MATERIAL FOR THE TASK:
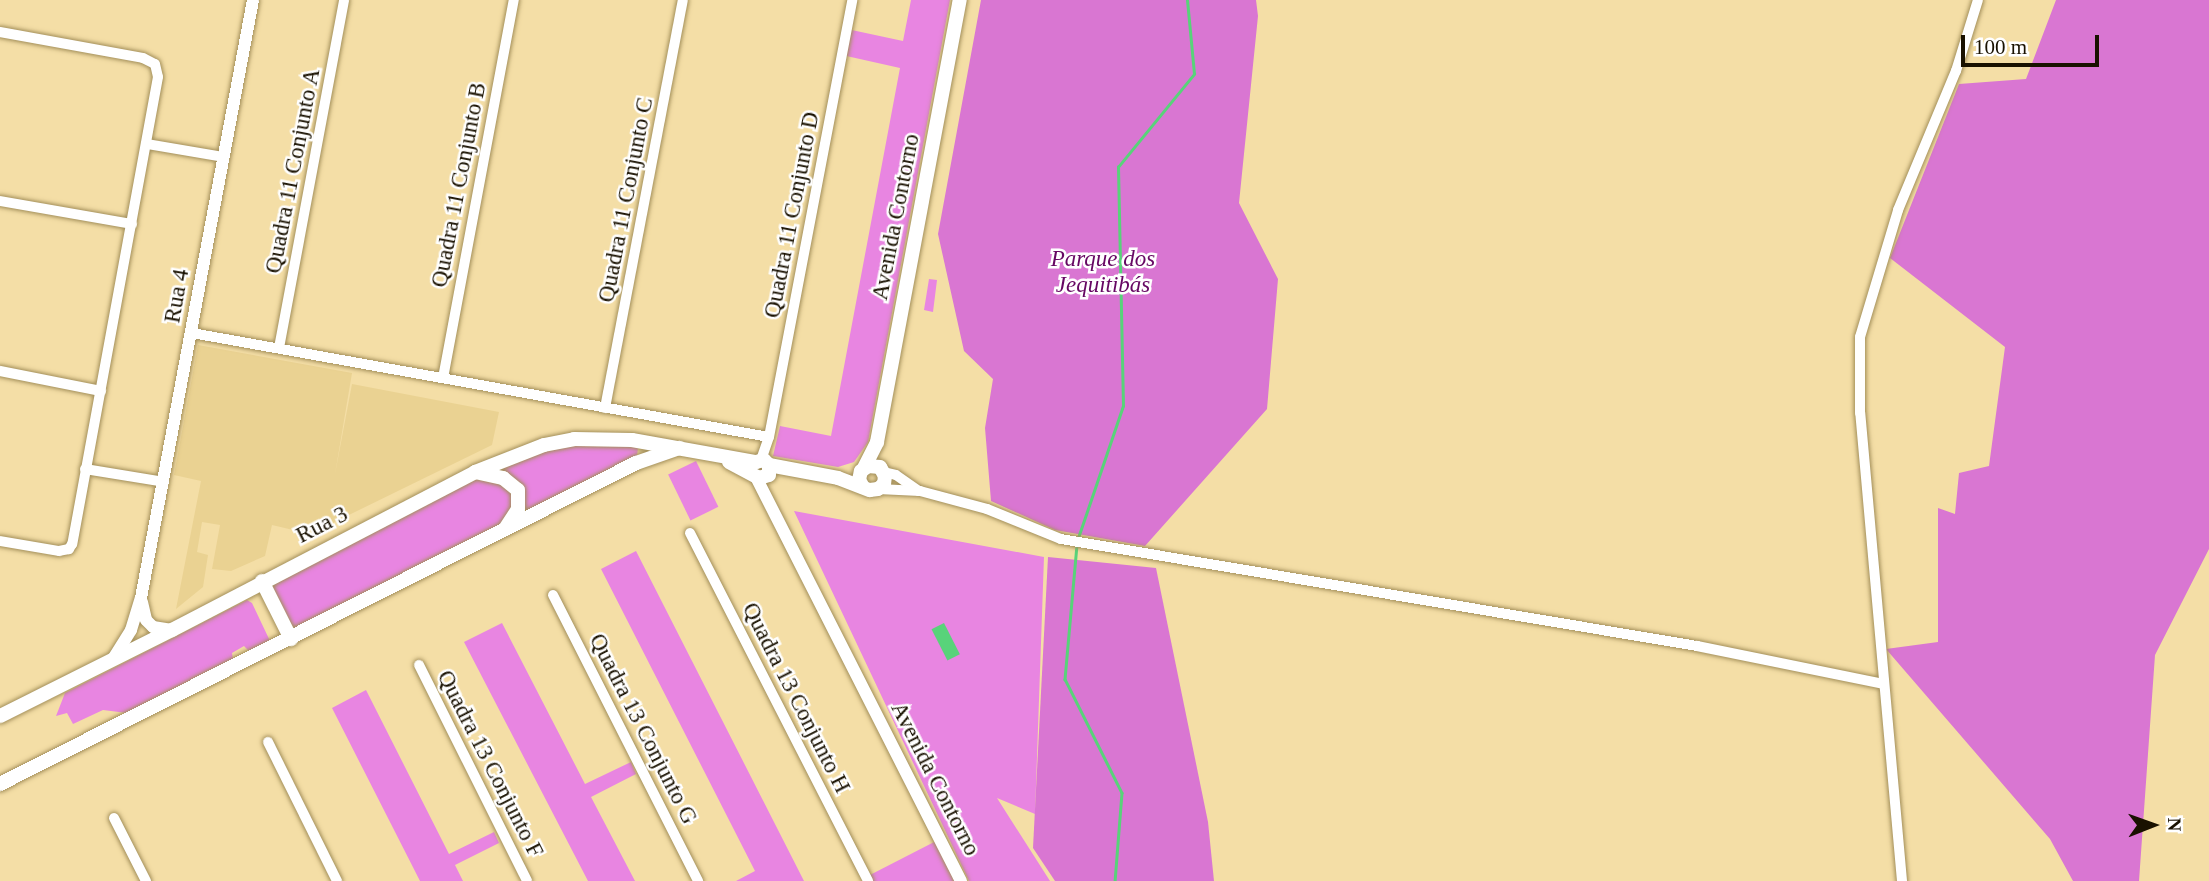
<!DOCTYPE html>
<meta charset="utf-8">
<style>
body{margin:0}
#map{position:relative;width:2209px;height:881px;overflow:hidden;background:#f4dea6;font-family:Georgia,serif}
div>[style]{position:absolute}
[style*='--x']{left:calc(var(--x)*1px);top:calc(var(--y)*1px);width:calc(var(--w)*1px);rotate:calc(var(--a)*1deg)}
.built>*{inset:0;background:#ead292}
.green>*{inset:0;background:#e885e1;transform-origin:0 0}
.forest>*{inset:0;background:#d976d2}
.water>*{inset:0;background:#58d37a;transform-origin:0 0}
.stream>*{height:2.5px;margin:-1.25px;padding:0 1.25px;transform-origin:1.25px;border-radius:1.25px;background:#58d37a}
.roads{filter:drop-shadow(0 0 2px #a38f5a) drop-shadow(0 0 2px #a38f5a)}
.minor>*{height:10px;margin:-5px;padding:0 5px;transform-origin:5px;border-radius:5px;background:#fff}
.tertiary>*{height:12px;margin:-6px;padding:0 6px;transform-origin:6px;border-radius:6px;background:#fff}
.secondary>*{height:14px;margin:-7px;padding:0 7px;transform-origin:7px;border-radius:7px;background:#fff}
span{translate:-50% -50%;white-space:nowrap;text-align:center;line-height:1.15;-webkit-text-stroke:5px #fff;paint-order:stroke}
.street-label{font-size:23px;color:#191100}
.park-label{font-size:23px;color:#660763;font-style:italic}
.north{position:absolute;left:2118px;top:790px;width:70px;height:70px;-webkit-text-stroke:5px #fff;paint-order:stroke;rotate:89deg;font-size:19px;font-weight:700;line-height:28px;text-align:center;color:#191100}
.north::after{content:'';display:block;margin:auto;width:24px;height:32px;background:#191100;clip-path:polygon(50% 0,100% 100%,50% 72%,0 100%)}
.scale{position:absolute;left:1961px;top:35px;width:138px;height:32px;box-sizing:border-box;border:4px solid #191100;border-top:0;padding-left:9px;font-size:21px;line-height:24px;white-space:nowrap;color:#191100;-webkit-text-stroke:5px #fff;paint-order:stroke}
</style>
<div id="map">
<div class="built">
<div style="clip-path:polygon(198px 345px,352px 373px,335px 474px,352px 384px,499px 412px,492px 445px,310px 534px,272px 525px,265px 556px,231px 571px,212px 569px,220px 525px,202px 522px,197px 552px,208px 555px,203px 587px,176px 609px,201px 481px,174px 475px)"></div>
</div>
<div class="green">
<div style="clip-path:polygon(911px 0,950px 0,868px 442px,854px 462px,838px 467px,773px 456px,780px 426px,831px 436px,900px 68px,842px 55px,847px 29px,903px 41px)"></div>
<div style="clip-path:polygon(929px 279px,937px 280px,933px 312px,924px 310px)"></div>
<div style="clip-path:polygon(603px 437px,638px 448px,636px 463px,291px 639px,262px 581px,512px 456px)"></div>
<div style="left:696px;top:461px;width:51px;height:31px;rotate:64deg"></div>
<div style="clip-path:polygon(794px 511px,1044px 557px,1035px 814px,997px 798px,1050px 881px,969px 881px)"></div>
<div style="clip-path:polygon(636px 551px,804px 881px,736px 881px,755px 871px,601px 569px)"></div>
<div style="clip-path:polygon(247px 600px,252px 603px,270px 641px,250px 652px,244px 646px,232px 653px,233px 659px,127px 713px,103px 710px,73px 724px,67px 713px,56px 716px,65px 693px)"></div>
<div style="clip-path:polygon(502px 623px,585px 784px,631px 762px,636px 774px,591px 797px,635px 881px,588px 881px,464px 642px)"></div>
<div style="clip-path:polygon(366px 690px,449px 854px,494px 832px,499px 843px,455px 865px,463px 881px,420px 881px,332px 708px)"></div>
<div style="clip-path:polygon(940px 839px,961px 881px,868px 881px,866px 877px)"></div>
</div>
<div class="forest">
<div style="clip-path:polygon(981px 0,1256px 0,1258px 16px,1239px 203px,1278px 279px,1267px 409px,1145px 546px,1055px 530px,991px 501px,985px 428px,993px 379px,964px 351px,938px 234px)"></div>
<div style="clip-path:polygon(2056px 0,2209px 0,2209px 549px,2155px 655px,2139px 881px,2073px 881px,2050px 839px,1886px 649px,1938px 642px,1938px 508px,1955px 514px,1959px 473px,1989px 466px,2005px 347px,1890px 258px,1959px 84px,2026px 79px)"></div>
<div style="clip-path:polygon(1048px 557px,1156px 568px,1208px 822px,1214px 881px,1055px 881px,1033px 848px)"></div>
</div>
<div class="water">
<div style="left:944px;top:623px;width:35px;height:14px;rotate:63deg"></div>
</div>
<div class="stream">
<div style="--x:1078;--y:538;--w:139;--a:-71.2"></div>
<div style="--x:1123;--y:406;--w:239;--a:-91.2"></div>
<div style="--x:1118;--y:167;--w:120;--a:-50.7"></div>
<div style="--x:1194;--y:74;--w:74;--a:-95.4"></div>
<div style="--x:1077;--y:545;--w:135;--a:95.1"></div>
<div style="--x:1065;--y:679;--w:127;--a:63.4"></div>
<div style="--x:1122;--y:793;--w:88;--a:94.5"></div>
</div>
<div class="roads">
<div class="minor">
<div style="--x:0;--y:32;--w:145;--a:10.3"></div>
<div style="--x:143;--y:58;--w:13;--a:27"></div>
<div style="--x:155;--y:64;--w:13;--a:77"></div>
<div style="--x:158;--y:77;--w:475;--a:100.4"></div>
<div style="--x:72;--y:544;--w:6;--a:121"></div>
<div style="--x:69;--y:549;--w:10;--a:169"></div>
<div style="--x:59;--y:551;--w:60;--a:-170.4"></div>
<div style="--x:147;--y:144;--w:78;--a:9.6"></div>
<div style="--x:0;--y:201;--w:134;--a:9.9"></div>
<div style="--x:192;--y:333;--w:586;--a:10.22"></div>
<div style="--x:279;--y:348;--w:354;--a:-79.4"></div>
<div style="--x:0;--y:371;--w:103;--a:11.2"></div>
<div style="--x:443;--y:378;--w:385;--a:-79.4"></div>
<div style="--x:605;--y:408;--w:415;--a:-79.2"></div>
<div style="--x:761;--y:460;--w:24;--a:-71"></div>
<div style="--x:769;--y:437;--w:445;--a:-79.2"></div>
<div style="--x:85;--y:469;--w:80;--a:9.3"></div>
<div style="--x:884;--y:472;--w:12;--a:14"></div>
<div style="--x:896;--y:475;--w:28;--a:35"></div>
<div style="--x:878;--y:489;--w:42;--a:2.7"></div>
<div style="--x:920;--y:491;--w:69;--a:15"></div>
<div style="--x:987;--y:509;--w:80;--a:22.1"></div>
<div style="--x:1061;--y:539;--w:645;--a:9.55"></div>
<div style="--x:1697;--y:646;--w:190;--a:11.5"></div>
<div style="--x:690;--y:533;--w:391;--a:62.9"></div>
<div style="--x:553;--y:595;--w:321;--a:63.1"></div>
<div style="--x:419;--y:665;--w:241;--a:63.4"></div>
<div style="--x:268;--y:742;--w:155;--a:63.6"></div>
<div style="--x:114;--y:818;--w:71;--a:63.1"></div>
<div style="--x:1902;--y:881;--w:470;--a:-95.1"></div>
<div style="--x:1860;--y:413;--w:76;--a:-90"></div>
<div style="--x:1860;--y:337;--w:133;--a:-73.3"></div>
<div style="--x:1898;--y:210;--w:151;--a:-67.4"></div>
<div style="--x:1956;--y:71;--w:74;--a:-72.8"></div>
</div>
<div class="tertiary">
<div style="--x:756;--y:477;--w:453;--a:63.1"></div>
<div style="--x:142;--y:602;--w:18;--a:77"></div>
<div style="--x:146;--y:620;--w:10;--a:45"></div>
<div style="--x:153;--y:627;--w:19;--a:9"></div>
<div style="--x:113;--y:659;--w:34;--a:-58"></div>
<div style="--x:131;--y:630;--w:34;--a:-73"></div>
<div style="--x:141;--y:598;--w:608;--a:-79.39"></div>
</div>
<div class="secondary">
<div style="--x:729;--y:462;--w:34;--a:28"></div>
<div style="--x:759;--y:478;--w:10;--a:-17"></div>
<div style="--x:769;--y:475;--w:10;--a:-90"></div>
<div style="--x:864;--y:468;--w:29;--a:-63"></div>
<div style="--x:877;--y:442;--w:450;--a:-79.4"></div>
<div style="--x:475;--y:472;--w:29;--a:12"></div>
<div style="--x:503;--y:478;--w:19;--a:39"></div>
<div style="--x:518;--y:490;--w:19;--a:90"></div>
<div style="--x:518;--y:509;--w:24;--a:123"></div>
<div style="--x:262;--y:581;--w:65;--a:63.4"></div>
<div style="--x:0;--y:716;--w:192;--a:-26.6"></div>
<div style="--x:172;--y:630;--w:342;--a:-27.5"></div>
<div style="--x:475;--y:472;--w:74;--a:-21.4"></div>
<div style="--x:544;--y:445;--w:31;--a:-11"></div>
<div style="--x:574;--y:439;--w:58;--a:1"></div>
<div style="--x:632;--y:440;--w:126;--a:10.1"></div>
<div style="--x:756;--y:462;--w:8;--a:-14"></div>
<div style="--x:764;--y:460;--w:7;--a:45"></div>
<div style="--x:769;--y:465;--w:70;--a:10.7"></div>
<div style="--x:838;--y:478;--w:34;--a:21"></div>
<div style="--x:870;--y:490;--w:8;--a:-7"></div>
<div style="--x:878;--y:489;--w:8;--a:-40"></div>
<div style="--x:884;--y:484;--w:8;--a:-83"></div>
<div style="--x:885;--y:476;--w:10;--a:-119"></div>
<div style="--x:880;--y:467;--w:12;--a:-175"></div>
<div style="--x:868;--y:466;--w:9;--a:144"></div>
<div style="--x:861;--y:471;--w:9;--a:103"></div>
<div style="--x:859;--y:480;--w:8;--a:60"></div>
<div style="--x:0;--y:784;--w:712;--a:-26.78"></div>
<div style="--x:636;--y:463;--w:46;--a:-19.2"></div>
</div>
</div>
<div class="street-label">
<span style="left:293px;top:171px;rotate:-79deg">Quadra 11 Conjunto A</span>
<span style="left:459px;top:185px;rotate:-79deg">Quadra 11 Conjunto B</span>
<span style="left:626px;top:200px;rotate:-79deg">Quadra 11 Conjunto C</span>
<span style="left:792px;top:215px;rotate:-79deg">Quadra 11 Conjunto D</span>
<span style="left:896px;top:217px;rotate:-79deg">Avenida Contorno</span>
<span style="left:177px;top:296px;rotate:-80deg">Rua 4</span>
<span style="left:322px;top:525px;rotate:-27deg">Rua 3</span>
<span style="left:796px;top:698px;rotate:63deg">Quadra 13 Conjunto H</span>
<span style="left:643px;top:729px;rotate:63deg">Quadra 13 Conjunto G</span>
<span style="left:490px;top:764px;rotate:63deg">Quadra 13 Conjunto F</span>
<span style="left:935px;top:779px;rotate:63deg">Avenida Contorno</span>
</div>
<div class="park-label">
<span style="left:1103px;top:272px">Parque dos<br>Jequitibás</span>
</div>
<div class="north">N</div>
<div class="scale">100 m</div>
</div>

HOW TO COMPLETE THIS TASK:
Please copy every line of the records above in which "inset" appears.

RESULT BELOW:
.built>*{inset:0;background:#ead292}
.green>*{inset:0;background:#e885e1;transform-origin:0 0}
.forest>*{inset:0;background:#d976d2}
.water>*{inset:0;background:#58d37a;transform-origin:0 0}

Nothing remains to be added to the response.